● **Exercise brief**:
Give back the full data, unchanged and complete.

● **Available data**:
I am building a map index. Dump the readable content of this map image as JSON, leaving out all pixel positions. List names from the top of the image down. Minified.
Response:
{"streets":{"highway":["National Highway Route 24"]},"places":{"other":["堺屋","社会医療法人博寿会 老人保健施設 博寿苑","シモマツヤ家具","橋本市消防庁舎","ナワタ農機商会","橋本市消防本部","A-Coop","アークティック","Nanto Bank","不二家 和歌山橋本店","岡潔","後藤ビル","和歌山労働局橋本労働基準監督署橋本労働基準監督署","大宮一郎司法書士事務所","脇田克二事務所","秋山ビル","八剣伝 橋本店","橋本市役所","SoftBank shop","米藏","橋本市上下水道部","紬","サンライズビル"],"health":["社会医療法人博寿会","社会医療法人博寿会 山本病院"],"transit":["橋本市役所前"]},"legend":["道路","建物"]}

● **Solution**:
I am building a map index. Dump the readable content of this map image as JSON, leaving out all pixel positions. List names from the top of the image down. Minified.
Response:
{"streets":{"highway":["National Highway Route 24"]},"places":{"other":["堺屋","社会医療法人博寿会 老人保健施設 博寿苑","シモマツヤ家具","橋本市消防庁舎","ナワタ農機商会","橋本市消防本部","A-Coop","アークティック","Nanto Bank","不二家 和歌山橋本店","岡潔","後藤ビル","和歌山労働局橋本労働基準監督署橋本労働基準監督署","大宮一郎司法書士事務所","脇田克二事務所","秋山ビル","八剣伝 橋本店","橋本市役所","SoftBank shop","米藏","橋本市上下水道部","紬","サンライズビル"],"health":["社会医療法人博寿会","社会医療法人博寿会 山本病院"],"transit":["橋本市役所前"]},"legend":["道路","建物"]}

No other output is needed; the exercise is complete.